Zu diesen religiösen Kämpfen im Hause kam noch der Kampf ums Dasein. Die geschäftlichen Angelegenheiten meines Mannes blieben dauernd unerfreulich. Weder als Bankangestellter, noch als Börsenmakler hatte er Glück. Er fühlte sich niedergeschlagen und müde, denn das schlechte Petersburger Klima übte einen bösen Einfluß auf seine Gesundheit aus. Die Kinder wurden groß. Ihre Erziehung forderte Mittel, die die unseren überstiegen. Unsere materiellen Verhältnisse hielten nicht Schritt mit den Bedürfnissen, die noch durch unseren Verkehr von Tag zu Tag größer wurden. Ich hatte so manche schwere Stunde durchzumachen. Aber ich tat mein Möglichstes, um vor den Kindern und den Fremden unsere materielle Lage zu verbergen.
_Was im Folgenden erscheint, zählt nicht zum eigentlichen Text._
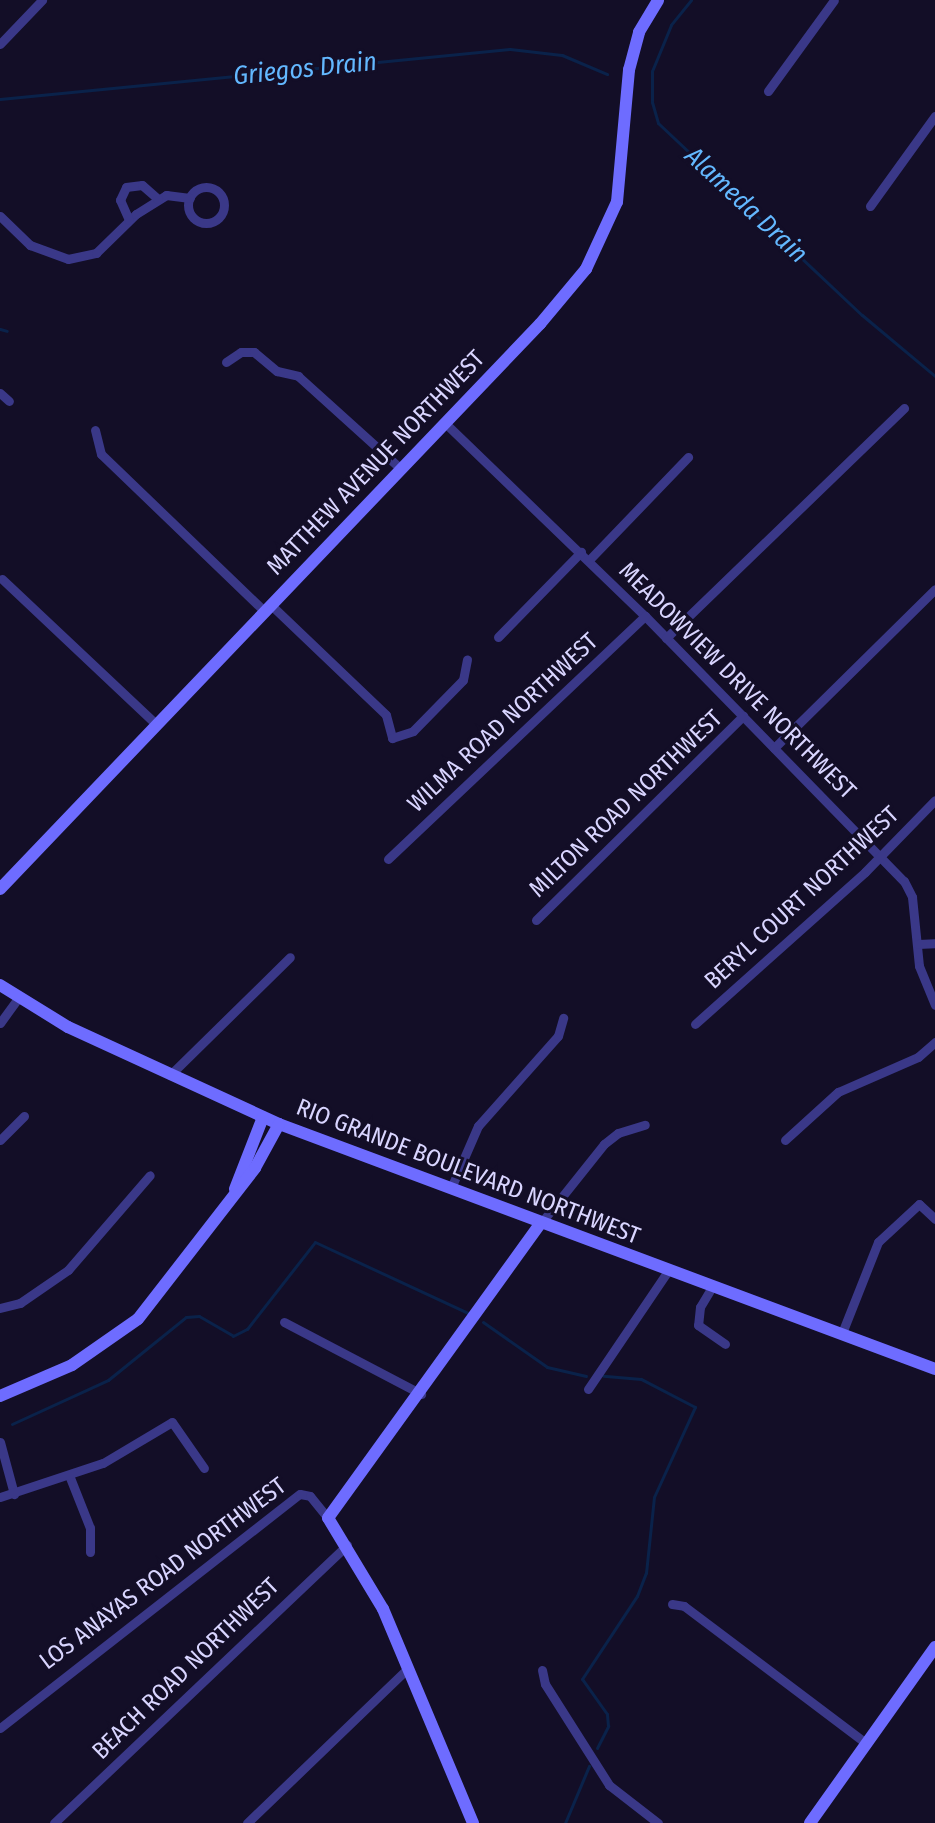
<!DOCTYPE html>
<style>
body{margin:0}
#map{position:relative;width:935px;height:1823px;overflow:hidden;background:#130e27;font-family:"Fira Sans Condensed",sans-serif}
div>[style]{position:absolute}
.stream>*{height:3px;margin:-1.5px;padding:0 1.5px;transform-origin:1.5px;border-radius:1.5px;background:#0a224a}
.street>*{height:9px;margin:-4.5px;padding:0 4.5px;transform-origin:4.5px;border-radius:4.5px;background:#3a3888}
.street>.ring{margin:-4.5px;padding:0;box-sizing:content-box;background:none;border:9px solid #3a3888;border-radius:50%}
.secondary>*{height:12px;margin:-6px;padding:0 6px;transform-origin:6px;border-radius:6px;background:#6e6cff}
span{translate:-50% -50%;white-space:nowrap;text-align:center;line-height:1.15;-webkit-text-stroke:6px #130e27;paint-order:stroke}
.street-label{font-size:24px;color:#d9d5ff}
.water-label{font-size:26px;color:#63b8ff;font-style:italic}
</style>
<div id="map">
<div class="stream">
<i style="left:691px;top:0;width:32px;rotate:129deg"></i>
<i style="left:671px;top:25px;width:50px;rotate:112.4deg"></i>
<i style="left:652px;top:71px;width:31px;rotate:90deg"></i>
<i style="left:652px;top:102px;width:22px;rotate:74deg"></i>
<i style="left:658px;top:123px;width:280px;rotate:43.3deg"></i>
<i style="left:862px;top:315px;width:95px;rotate:39.9deg"></i>
<i style="left:0;top:99px;width:512px;rotate:-5.6deg"></i>
<i style="left:510px;top:49px;width:52px;rotate:6.6deg"></i>
<i style="left:562px;top:55px;width:49px;rotate:22.9deg"></i>
<i style="left:0;top:329px;width:7px;rotate:16deg"></i>
<i style="left:483px;top:1322px;width:78px;rotate:35.1deg"></i>
<i style="left:547px;top:1367px;width:40px;rotate:13deg"></i>
<i style="left:12px;top:1424px;width:106px;rotate:-24.6deg"></i>
<i style="left:108px;top:1380px;width:100px;rotate:-38.9deg"></i>
<i style="left:186px;top:1317px;width:13px;rotate:-4deg"></i>
<i style="left:199px;top:1316px;width:39px;rotate:30deg"></i>
<i style="left:233px;top:1336px;width:16px;rotate:-27deg"></i>
<i style="left:247px;top:1329px;width:110px;rotate:-52deg"></i>
<i style="left:315px;top:1242px;width:169px;rotate:24.9deg"></i>
<i style="left:597px;top:1748px;width:25px;rotate:-63deg"></i>
<i style="left:608px;top:1726px;width:12px;rotate:-95deg"></i>
<i style="left:607px;top:1714px;width:43px;rotate:-125.5deg"></i>
<i style="left:582px;top:1679px;width:100px;rotate:-56.5deg"></i>
<i style="left:637px;top:1596px;width:25px;rotate:-69deg"></i>
<i style="left:646px;top:1573px;width:76px;rotate:-84deg"></i>
<i style="left:654px;top:1497px;width:99px;rotate:-65.5deg"></i>
<i style="left:695px;top:1407px;width:61px;rotate:-152.6deg"></i>
<i style="left:641px;top:1379px;width:38px;rotate:-175deg"></i>
<i style="left:565px;top:1823px;width:62px;rotate:-67.2deg"></i>
</div>
<div class="street">
<i style="left:0;top:44px;width:61px;rotate:-46.3deg"></i>
<i style="left:768px;top:91px;width:112px;rotate:-54deg"></i>
<i class="ring" style="left:188px;top:187px;width:27px;height:27px"></i>
<i style="left:870px;top:206px;width:111px;rotate:-54.2deg"></i>
<i style="left:0;top:216px;width:42px;rotate:44deg"></i>
<i style="left:30px;top:245px;width:40px;rotate:20.2deg"></i>
<i style="left:68px;top:259px;width:29px;rotate:-12deg"></i>
<i style="left:96px;top:253px;width:56px;rotate:-44.3deg"></i>
<i style="left:136px;top:214px;width:36px;rotate:-32deg"></i>
<i style="left:166px;top:195px;width:24px;rotate:7deg"></i>
<i style="left:129px;top:220px;width:22px;rotate:-114deg"></i>
<i style="left:120px;top:200px;width:14px;rotate:-65deg"></i>
<i style="left:126px;top:187px;width:16px;rotate:-7deg"></i>
<i style="left:142px;top:185px;width:21px;rotate:41deg"></i>
<i style="left:226px;top:362px;width:18px;rotate:-34deg"></i>
<i style="left:241px;top:352px;width:13px"></i>
<i style="left:254px;top:352px;width:30px;rotate:40deg"></i>
<i style="left:277px;top:371px;width:22px;rotate:13deg"></i>
<i style="left:298px;top:376px;width:139px;rotate:42.1deg"></i>
<i style="left:0;top:393px;width:12px;rotate:42deg"></i>
<i style="left:445px;top:423px;width:278px;rotate:44deg"></i>
<i style="left:645px;top:616px;width:371px;rotate:45.7deg"></i>
<i style="left:904px;top:881px;width:18px;rotate:63deg"></i>
<i style="left:912px;top:897px;width:69px;rotate:84.2deg"></i>
<i style="left:919px;top:966px;width:42px;rotate:67.7deg"></i>
<i style="left:95px;top:430px;width:25px;rotate:76deg"></i>
<i style="left:101px;top:454px;width:228px;rotate:43.9deg"></i>
<i style="left:589px;top:560px;width:143px;rotate:-46.1deg"></i>
<i style="left:2px;top:579px;width:212px;rotate:43.3deg"></i>
<i style="left:271px;top:605px;width:159px;rotate:43.7deg"></i>
<i style="left:386px;top:715px;width:24px;rotate:75deg"></i>
<i style="left:392px;top:738px;width:22px;rotate:-18deg"></i>
<i style="left:413px;top:731px;width:71px;rotate:-45.6deg"></i>
<i style="left:463px;top:680px;width:21px;rotate:-79deg"></i>
<i style="left:498px;top:637px;width:119px;rotate:-45.7deg"></i>
<i style="left:666px;top:638px;width:331px;rotate:-44deg"></i>
<i style="left:774px;top:748px;width:226px;rotate:-44.6deg"></i>
<i style="left:388px;top:859px;width:354px;rotate:-43.4deg"></i>
<i style="left:536px;top:920px;width:291px;rotate:-44.6deg"></i>
<i style="left:918px;top:944px;width:17px;rotate:-3deg"></i>
<i style="left:0;top:1023px;width:32px;rotate:-54deg"></i>
<i style="left:695px;top:1024px;width:228px;rotate:-41.8deg"></i>
<i style="left:865px;top:872px;width:100px;rotate:-45.8deg"></i>
<i style="left:170px;top:1075px;width:168px;rotate:-44.5deg"></i>
<i style="left:0;top:1140px;width:34px;rotate:-45deg"></i>
<i style="left:785px;top:1140px;width:72px;rotate:-42.2deg"></i>
<i style="left:838px;top:1092px;width:87px;rotate:-23.6deg"></i>
<i style="left:918px;top:1057px;width:23px;rotate:-41deg"></i>
<i style="left:451px;top:1188px;width:68px;rotate:-66.5deg"></i>
<i style="left:478px;top:1126px;width:120px;rotate:-48.4deg"></i>
<i style="left:558px;top:1036px;width:19px;rotate:-74deg"></i>
<i style="left:541px;top:1223px;width:101px;rotate:-51.4deg"></i>
<i style="left:604px;top:1144px;width:18px;rotate:-38deg"></i>
<i style="left:618px;top:1133px;width:28px;rotate:-17deg"></i>
<i style="left:712px;top:1287px;width:23px;rotate:121deg"></i>
<i style="left:700px;top:1307px;width:18px;rotate:96deg"></i>
<i style="left:698px;top:1325px;width:33px;rotate:35deg"></i>
<i style="left:0;top:1308px;width:21px;rotate:-14deg"></i>
<i style="left:20px;top:1303px;width:58px;rotate:-34.5deg"></i>
<i style="left:68px;top:1270px;width:125px;rotate:-49.2deg"></i>
<i style="left:284px;top:1322px;width:155px;rotate:27.7deg"></i>
<i style="left:842px;top:1333px;width:98px;rotate:-68.4deg"></i>
<i style="left:878px;top:1242px;width:56px;rotate:-42.8deg"></i>
<i style="left:919px;top:1204px;width:22px;rotate:43deg"></i>
<i style="left:588px;top:1389px;width:143px;rotate:-55.9deg"></i>
<i style="left:0;top:1442px;width:54px;rotate:74.9deg"></i>
<i style="left:69px;top:1475px;width:57px;rotate:68.4deg"></i>
<i style="left:90px;top:1528px;width:24px;rotate:90deg"></i>
<i style="left:0;top:1497px;width:108px;rotate:-18.3deg"></i>
<i style="left:103px;top:1463px;width:80px;rotate:-30.7deg"></i>
<i style="left:172px;top:1422px;width:56px;rotate:55.2deg"></i>
<i style="left:672px;top:1604px;width:12px;rotate:9deg"></i>
<i style="left:684px;top:1606px;width:229px;rotate:37deg"></i>
<i style="left:542px;top:1670px;width:14px;rotate:78deg"></i>
<i style="left:545px;top:1684px;width:120px;rotate:57.6deg"></i>
<i style="left:609px;top:1785px;width:62px;rotate:37.8deg"></i>
<i style="left:0;top:1728px;width:380px;rotate:-38deg"></i>
<i style="left:300px;top:1494px;width:10px;rotate:11deg"></i>
<i style="left:310px;top:1496px;width:28px;rotate:51deg"></i>
<i style="left:54px;top:1823px;width:404px;rotate:-43.5deg"></i>
<i style="left:247px;top:1823px;width:223px;rotate:-43.9deg"></i>
</div>
<div class="secondary">
<i style="left:0;top:889px;width:782px;rotate:-46.3deg"></i>
<i style="left:540px;top:324px;width:72px;rotate:-50.1deg"></i>
<i style="left:586px;top:269px;width:74px;rotate:-65.2deg"></i>
<i style="left:617px;top:202px;width:133px;rotate:-84.8deg"></i>
<i style="left:629px;top:70px;width:39px;rotate:-75deg"></i>
<i style="left:639px;top:32px;width:37px;rotate:-59deg"></i>
<i style="left:0;top:985px;width:80px;rotate:31.7deg"></i>
<i style="left:68px;top:1027px;width:232px;rotate:24.7deg"></i>
<i style="left:279px;top:1124px;width:700px;rotate:20.48deg"></i>
<i style="left:235px;top:1189px;width:77px;rotate:-68.7deg"></i>
<i style="left:0;top:1396px;width:78px;rotate:-23.3deg"></i>
<i style="left:72px;top:1365px;width:80px;rotate:-34.9deg"></i>
<i style="left:138px;top:1319px;width:191px;rotate:-52.2deg"></i>
<i style="left:255px;top:1168px;width:50px;rotate:-61.4deg"></i>
<i style="left:473px;top:1823px;width:232px;rotate:-112.8deg"></i>
<i style="left:383px;top:1609px;width:106px;rotate:-121.1deg"></i>
<i style="left:328px;top:1518px;width:364px;rotate:-54.2deg"></i>
<i style="left:810px;top:1823px;width:216px;rotate:-54.6deg"></i>
</div>
<div class="street-label">
<span style="left:376px;top:463px;rotate:-46deg">MATTHEW AVENUE NORTHWEST</span>
<span style="left:737px;top:681px;rotate:45deg">MEADOWVIEW DRIVE NORTHWEST</span>
<span style="left:503px;top:723px;rotate:-43deg">WILMA ROAD NORTHWEST</span>
<span style="left:626px;top:804px;rotate:-44deg">MILTON ROAD NORTHWEST</span>
<span style="left:802px;top:898px;rotate:-43deg">BERYL COURT NORTHWEST</span>
<span style="left:468px;top:1172px;rotate:21deg">RIO GRANDE BOULEVARD NORTHWEST</span>
<span style="left:163px;top:1574px;rotate:-37deg">LOS ANAYAS ROAD NORTHWEST</span>
<span style="left:186px;top:1669px;rotate:-44deg">BEACH ROAD NORTHWEST</span>
</div>
<div class="water-label">
<span style="left:305px;top:69px;rotate:-6deg">Griegos Drain</span>
<span style="left:746px;top:205px;rotate:43deg">Alameda Drain</span>
</div>
</div>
Die Hoffnung auf bessere Zeiten verließ mich nie. Ich arbeitete und arbeitete, daß das Glück, sollte es einmal kommen, keine verelendete Familie vorfände. Diese Hoffnung gewann mit der Zeit in meiner Phantasie Form und Gestalt – ich sah vor unserer Wohnung das Unbestimmte, das Wunderbare, das uns die frohe Nachricht bringen sollte, harren und leise unsere Tür öffnen —

Aber es öffnete sie gar so leise und langsam —

Es bedeutete eine glückliche Wendung für uns, als meinem Manne die Stellung eines Vizedirektors der Kommerzbank in Minsk angeboten wurde. Wir überlegten nicht lange, packten unser Hab und Gut zusammen und siedelten nach Minsk über.

Das war gegen Ende 1871.

Endlich wich die materielle Sorge von uns. In kurzer Zeit erhielt mein Mann die Stelle des Direktors, und von nun an führten wir wieder ein reiches, vornehmes Leben in Minsk.

*Zwei Gelehrte, die entgegengesetzte Richtungen vertraten: Hillel – die milde, nachgiebige; Schamai – die strenge.